Cas exemplaire d’Épitime de Pharsale, que rapporte Plutarque (45-125) dans ses Vies parallèles (vie de Périclès). Longue discussion entre Protagoras et Périclès : qui est responsable de la mort d’ Épitime, transpercé par un javelot au cours des Jeux ? Est-ce le javelot, comme le soutient le médecin ? Le lanceur de javelot, comme le pense le juge ? Le promoteur des Jeux, qui n’a pas pris de mesures de sécurité suffisantes ? Ou Épitime lui-même, qui a enfreint le règlement en se trouvant là où il n’aurait pas dû être Aucune réponse évidente.  Protagoras consiste étend à l’ensemble du réel cette vision tragique et contradictoire, à la manière d’un Héraclite pour qui « le combat est père de toutes choses » C’est ici qu’intervient la thèse la plus célèbre de Protagoras « l’homme est la mesure de toutes choses ».

 

Un art :  à la fois une technique et l’expression d’une aptitude difficilement définissable.

On peut comprendre le terme d’art dans le sens moderne où l’on considère que les caractéristiques de la discipline ne sont pas entièrement réductibles à une technique déterminée, Cicéron le montrera dans sa vibrante description de l’orateur. Il faut un certain nombre de dispositions. Mais pour améliorer la qualité oratoire un enseignement technique demeure possible.

Aristote cherche à déterminer les différents genres oratoires en fonction de l’orateur, du sujet traité, de l’auditeur.  Ce sont les genres délibératifs, judiciaires et épidictiques. On en trouve un tableau précis sur ce lien. Et dans votre livre p. 27

Il procède également à une division du discours qui sera reprise et fixée par Cicéron puis Quintilien

Cf. Texte de Quintilien

On peut retenir les étapes de cet art par un acronyme ENADE

Exorde, Narration (ou action) Argumentation (ou preuve)  Digression  Epilogue

 

 

Une nécessité pragmatique

La connaissance et la transmission de celle-ci par l’enseignement est certes ce qu’il faut valoriser en premier, mais elle ne concerne pas l’ensemble des relations langagières entre les hommes et il est des domaines, ou des types de relations aux autres choses importe.

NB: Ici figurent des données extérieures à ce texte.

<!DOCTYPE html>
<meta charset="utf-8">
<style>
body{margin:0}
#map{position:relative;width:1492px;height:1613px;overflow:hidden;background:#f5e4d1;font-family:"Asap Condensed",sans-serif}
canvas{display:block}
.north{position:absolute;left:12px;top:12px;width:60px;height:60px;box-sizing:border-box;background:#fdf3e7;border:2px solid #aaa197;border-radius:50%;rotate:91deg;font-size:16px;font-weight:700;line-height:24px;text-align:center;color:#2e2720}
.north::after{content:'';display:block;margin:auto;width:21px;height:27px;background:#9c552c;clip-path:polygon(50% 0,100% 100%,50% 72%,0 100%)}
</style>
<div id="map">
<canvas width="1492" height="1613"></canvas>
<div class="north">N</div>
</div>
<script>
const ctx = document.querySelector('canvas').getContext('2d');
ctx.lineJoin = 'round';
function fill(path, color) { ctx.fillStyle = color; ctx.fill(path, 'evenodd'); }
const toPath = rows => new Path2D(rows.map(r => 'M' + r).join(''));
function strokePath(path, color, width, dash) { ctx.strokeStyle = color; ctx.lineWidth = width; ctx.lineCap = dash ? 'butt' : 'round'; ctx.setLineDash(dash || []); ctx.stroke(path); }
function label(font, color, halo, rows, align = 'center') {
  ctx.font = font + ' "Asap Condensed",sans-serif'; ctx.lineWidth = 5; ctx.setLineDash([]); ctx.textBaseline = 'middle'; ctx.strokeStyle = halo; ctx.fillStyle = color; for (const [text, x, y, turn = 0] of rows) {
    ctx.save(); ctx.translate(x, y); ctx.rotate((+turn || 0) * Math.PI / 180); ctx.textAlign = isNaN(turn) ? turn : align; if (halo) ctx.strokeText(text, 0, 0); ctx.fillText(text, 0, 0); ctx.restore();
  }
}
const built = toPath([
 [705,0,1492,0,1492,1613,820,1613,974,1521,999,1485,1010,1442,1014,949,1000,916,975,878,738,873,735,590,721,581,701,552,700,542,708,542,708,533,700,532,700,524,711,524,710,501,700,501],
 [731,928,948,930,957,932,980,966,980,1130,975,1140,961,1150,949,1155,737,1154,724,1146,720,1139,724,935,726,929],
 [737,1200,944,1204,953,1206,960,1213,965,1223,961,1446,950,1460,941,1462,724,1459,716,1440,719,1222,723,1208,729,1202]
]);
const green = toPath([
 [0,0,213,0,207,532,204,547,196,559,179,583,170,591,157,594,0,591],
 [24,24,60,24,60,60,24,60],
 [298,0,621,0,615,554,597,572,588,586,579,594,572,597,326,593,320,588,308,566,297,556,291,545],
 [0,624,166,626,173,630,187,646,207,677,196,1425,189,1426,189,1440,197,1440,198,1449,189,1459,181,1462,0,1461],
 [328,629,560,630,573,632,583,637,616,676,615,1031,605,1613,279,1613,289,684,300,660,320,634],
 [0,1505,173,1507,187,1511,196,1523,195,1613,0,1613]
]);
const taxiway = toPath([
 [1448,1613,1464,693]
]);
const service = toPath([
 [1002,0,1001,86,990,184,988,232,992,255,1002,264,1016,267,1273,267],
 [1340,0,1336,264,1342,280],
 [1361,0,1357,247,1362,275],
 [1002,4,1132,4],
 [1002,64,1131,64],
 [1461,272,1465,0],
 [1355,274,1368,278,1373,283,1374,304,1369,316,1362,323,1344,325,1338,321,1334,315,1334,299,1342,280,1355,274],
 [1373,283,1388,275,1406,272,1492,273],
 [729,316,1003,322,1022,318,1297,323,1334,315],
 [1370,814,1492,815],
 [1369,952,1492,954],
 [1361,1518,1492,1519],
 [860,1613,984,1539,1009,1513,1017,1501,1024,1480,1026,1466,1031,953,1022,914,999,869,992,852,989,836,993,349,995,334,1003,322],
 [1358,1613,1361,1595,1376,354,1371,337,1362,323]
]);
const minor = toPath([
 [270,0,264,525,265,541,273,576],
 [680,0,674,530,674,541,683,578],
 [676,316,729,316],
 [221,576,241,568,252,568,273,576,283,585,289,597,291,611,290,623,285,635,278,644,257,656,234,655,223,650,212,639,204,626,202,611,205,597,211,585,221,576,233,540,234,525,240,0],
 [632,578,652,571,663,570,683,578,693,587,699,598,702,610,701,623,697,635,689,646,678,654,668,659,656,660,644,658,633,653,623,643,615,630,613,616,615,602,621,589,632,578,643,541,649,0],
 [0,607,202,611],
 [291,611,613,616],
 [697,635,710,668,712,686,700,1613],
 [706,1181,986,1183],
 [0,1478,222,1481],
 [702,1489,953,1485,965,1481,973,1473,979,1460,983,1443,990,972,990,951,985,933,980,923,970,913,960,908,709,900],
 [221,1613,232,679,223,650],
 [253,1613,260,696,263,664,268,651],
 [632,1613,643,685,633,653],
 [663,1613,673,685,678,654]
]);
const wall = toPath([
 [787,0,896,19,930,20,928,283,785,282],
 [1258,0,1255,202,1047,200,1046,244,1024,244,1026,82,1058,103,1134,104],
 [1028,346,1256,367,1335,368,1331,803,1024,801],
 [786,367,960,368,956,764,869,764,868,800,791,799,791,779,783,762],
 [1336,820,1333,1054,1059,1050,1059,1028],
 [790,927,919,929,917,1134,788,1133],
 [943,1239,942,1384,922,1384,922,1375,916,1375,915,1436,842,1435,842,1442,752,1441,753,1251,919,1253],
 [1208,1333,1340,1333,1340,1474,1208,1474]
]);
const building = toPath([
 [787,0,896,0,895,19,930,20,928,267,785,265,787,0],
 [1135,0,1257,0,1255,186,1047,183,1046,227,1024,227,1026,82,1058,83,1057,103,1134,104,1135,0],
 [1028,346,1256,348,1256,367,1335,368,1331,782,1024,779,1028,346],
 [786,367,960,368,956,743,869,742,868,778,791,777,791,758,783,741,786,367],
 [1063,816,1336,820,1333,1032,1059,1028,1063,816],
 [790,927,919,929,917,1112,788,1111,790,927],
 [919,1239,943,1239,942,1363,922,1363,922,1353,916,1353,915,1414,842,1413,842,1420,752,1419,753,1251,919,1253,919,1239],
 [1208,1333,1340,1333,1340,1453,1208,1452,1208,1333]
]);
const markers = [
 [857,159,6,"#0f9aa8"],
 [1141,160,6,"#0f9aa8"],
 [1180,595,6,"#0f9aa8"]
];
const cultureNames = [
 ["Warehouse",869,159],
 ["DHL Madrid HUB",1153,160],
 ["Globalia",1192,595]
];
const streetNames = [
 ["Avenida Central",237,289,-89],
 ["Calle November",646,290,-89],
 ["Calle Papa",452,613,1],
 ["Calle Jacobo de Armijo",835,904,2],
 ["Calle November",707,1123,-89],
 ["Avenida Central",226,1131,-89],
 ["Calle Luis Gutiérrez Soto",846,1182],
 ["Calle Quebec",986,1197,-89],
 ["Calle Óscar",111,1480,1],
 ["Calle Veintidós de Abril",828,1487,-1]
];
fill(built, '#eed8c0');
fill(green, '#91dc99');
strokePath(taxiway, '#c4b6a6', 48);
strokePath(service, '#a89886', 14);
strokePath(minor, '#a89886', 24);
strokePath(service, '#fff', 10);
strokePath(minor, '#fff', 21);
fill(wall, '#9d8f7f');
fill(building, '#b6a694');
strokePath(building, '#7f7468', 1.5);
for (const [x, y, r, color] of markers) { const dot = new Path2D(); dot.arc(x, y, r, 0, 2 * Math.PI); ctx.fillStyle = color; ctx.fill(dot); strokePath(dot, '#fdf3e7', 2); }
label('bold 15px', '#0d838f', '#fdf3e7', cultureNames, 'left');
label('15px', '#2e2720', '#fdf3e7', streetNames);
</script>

  quand nous posséderions la science la plus exacte, il est certains hommes qu'il ne nous serait pas facile de persuader en puisant notre discours à cette seule source” Aristote, Rhétorique I, 1355a. Ou comme il le dit de façon plus synthétique : « le persuasif est persuasif pour quelqu'un » (Rhétorique I, 1356b)

Dans un esprit pratique Aristote considère qu’il faut savoir s’adapter à son auditoire et considérer les différents types de preuve à cet effet :

Aristote distingue trois types de preuves techniques les preuves éthiques (relatives à l'ethos de l'orateur), c’est ce sur quoi insiste surtout Cicéron (livre p. 37) les preuves pathétiques (relatives au pathos de l'auditoire), et les preuves logiques (relatives au logos, à la logique). « Les preuves administrées par le moyen du discours sont de trois espèces : les premières consistent dans le caractère de l'orateur ; les secondes, dans les dispositions où l'on met l'auditeur ; les troisièmes dans le discours même, parce qu'il démontre ou paraît démontrer. » Aristote, Rhétorique I, 1356 a,

 

 

Exercice 1 : Composez un discours pour (ou contre) la légalisation de l’avortement en vous concentrant alternativement sur l’Ethos, le pathos et sur le logos.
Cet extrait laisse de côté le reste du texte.